Working on the sales process, which is now in the second round, is JPMorgan and Nomura.
The understanding is that Allegro is bidding for the entire unit.
Its plan, once under its ownership, say sources, involves breaking up the operation, potentially placing some parts into administration and ridding itself of challenging leases.
Allegro has a track record of taking on difficult operations and when it purchased the Australian general merchandise division from the cash-strapped Steinhoff International in 2019, it controversially placed the Harris Scarfe division into administration only weeks after the deal.
Harris Scarfe was later sold to the Spotlight Group.
The Sydney-based buyout fund that focuses on turnaround situations is also embarking on an initial public offering of The Best & Less Group that it secured from that Steinhoff acquisition.

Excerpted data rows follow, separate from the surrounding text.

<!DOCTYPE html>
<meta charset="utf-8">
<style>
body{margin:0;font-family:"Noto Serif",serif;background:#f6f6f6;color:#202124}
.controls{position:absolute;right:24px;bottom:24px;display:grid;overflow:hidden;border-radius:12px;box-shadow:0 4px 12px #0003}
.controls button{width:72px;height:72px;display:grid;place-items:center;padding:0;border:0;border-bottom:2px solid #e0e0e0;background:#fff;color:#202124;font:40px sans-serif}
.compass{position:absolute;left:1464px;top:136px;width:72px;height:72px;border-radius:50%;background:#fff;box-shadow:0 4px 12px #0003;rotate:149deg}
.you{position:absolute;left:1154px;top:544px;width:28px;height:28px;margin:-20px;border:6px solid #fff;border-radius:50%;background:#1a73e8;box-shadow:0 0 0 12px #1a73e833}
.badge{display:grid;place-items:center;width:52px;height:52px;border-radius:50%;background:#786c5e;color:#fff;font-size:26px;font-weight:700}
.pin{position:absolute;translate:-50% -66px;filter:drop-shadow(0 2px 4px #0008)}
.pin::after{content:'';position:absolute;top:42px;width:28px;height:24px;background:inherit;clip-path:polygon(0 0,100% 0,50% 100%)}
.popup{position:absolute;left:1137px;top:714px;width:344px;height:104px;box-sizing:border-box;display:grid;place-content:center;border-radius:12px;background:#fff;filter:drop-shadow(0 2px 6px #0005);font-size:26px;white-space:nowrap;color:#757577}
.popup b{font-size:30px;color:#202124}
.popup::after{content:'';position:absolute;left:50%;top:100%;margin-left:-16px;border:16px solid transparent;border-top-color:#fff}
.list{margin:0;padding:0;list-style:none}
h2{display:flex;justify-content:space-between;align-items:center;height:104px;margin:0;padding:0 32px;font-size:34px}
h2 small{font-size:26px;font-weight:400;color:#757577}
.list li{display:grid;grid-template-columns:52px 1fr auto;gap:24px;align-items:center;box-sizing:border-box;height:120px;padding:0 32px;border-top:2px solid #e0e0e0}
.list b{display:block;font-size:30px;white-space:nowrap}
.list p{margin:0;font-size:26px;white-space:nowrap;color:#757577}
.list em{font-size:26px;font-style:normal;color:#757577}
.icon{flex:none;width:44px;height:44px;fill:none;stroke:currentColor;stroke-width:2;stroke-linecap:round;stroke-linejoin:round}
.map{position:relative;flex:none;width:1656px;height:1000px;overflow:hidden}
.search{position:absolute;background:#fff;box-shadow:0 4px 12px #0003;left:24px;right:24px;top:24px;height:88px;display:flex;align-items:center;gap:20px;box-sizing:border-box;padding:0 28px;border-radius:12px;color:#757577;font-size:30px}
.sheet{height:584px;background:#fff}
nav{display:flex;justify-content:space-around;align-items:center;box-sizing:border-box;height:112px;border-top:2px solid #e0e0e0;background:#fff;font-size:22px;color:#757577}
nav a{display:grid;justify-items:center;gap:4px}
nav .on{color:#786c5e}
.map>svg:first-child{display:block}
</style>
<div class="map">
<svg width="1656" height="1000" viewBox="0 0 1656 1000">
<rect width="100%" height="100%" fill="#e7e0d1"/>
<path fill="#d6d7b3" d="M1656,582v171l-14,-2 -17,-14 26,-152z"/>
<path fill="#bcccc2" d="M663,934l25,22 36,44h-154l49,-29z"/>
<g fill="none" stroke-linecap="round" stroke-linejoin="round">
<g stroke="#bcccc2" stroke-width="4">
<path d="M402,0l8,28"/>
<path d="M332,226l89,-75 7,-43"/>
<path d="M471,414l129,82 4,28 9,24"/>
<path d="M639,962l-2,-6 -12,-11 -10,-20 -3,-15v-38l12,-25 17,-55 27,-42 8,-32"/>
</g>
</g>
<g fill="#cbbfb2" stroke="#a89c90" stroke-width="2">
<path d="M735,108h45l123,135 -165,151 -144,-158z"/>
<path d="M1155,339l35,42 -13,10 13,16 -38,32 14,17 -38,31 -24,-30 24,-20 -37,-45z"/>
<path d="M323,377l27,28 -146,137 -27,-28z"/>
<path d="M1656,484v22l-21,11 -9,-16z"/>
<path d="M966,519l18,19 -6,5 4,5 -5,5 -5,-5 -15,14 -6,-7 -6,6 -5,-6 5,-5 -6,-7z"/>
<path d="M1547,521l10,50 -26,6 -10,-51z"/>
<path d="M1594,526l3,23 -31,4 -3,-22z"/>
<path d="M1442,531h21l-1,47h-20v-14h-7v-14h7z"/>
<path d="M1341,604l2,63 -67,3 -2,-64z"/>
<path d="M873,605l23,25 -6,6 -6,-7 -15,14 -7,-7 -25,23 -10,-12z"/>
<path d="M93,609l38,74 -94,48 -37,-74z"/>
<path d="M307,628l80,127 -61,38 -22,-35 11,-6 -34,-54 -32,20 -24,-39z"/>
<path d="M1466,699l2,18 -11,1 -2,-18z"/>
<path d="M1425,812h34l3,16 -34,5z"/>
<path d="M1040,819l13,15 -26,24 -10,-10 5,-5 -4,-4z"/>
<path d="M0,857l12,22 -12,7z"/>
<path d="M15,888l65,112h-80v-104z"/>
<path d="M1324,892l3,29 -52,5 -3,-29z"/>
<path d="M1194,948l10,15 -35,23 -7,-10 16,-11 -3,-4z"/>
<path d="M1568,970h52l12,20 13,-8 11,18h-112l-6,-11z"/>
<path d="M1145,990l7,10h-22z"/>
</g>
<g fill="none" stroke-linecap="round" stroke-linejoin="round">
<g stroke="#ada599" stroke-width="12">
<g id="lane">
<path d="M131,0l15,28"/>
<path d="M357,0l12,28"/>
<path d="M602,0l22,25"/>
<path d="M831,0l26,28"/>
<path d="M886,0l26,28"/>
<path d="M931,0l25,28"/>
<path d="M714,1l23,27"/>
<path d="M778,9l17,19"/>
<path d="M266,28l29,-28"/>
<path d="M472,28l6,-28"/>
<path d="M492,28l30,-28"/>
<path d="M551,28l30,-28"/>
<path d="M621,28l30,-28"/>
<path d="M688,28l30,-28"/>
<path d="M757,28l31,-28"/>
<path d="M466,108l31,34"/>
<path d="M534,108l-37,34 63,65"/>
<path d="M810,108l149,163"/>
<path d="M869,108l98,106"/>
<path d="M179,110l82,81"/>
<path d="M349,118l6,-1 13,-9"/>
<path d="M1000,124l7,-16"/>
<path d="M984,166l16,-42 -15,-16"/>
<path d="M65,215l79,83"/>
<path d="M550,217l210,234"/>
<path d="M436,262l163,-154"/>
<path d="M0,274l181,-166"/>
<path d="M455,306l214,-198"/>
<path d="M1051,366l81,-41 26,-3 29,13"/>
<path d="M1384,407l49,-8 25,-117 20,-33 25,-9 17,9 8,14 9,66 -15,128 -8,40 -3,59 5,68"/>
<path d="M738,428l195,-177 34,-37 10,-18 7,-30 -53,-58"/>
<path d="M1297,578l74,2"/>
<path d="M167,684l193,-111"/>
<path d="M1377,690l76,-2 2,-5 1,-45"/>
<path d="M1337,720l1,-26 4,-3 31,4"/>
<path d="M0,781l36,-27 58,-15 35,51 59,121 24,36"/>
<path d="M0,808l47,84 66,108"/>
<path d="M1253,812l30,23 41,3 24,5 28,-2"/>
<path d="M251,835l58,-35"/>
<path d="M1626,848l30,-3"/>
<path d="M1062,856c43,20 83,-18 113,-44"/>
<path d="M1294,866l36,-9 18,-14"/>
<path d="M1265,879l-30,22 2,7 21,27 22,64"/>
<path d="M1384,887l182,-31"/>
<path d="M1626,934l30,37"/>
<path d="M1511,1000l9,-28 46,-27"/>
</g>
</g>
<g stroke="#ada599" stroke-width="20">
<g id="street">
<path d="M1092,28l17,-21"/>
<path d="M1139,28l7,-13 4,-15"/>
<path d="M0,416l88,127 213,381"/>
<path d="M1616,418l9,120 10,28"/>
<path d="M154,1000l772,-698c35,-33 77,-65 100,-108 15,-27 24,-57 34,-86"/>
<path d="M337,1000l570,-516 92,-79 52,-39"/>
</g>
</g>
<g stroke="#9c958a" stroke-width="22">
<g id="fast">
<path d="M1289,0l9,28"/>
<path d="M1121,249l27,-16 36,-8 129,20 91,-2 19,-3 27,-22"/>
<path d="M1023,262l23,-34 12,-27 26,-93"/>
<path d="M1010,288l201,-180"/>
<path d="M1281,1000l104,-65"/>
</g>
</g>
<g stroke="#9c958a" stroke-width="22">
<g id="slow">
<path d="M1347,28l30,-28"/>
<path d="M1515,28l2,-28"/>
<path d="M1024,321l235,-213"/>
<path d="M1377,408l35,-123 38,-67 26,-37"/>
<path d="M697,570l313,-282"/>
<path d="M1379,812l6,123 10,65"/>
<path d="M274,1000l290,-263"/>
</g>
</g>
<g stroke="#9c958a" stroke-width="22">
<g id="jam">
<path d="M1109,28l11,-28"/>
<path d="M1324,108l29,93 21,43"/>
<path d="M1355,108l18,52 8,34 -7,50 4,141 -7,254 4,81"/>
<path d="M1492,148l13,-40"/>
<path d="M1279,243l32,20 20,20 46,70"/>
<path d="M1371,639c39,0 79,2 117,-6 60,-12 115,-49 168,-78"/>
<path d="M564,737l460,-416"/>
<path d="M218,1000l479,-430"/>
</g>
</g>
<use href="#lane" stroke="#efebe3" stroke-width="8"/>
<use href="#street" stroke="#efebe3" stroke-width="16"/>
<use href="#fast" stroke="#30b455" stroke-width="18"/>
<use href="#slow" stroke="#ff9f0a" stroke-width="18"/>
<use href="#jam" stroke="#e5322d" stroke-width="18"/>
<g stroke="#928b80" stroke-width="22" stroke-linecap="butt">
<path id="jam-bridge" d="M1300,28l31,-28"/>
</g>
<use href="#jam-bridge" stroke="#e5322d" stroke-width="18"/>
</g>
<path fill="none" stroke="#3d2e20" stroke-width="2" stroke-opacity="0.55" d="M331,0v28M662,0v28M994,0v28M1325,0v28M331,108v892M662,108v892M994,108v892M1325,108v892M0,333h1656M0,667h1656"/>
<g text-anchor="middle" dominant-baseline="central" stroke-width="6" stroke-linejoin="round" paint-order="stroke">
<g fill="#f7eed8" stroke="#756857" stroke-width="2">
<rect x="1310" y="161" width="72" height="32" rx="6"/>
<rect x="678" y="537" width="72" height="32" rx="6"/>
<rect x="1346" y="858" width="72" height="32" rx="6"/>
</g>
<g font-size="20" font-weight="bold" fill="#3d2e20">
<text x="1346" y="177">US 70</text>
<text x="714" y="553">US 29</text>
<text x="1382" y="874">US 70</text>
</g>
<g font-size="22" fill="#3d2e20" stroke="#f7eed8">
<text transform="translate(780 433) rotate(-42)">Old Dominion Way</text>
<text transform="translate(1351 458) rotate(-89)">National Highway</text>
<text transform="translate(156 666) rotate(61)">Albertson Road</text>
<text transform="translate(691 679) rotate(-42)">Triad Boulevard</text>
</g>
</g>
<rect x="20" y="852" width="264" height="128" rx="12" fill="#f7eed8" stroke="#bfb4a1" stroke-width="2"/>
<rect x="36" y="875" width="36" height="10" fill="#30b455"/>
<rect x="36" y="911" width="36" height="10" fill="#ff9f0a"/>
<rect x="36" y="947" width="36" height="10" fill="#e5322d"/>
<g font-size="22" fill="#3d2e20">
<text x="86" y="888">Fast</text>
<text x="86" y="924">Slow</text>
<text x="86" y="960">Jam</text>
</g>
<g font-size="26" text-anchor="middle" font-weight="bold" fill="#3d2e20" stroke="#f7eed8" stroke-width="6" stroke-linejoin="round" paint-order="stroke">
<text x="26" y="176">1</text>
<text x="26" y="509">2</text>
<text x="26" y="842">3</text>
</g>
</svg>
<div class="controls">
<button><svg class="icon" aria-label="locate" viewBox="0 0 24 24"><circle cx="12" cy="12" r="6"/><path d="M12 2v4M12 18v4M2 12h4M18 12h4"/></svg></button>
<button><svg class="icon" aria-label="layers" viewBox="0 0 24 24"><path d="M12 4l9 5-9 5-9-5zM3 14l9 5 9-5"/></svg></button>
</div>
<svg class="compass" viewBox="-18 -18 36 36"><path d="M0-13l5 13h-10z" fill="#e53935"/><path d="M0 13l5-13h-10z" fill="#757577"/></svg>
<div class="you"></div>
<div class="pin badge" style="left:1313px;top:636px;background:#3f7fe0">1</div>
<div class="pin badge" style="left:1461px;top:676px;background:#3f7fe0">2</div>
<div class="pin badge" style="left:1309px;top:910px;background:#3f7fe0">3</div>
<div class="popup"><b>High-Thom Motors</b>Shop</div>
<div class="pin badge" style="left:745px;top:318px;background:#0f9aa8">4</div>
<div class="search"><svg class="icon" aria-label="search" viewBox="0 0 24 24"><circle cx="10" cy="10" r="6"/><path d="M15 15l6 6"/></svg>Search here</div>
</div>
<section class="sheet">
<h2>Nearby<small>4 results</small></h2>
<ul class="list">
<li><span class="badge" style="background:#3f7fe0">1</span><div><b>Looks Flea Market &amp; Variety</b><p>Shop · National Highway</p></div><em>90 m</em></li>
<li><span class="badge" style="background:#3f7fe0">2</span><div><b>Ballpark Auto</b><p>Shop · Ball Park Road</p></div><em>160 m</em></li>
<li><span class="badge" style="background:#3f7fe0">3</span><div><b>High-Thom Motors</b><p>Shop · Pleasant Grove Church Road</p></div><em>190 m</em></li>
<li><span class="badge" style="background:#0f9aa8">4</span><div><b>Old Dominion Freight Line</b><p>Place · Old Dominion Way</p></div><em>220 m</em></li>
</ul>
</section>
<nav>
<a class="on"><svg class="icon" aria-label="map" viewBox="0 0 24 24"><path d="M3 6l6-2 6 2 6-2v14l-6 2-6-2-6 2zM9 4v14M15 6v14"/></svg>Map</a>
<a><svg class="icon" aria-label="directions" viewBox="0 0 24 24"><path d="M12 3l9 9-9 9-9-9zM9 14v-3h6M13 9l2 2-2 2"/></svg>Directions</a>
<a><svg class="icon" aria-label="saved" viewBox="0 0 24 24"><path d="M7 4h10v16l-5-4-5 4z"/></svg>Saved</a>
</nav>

Selling apparel and homewares, its brands include Best & Less and Postie in New Zealand.
There is a growing view that Platinum Equity is in the second round of the contest with Allegro, with final bids due by about the end of March.
Qube Holdings was in the early stages of the contest, thought to be bidding for the unit’s domestic warehousing network.
However, Qube told investors at its results presentation last week that it had been knocked out of the race.
The Global Express division consists of three components — Express Parcels, the Toll freight shipping operations to Tasmania and an intermodal operation.
Toll’s preference is to sell the division in one line, but the company has faced major challenges of late and has been losing money.
Japan Post outlaid $6.5bn for the operation in 2015 before later booking a $4.8bn writedown.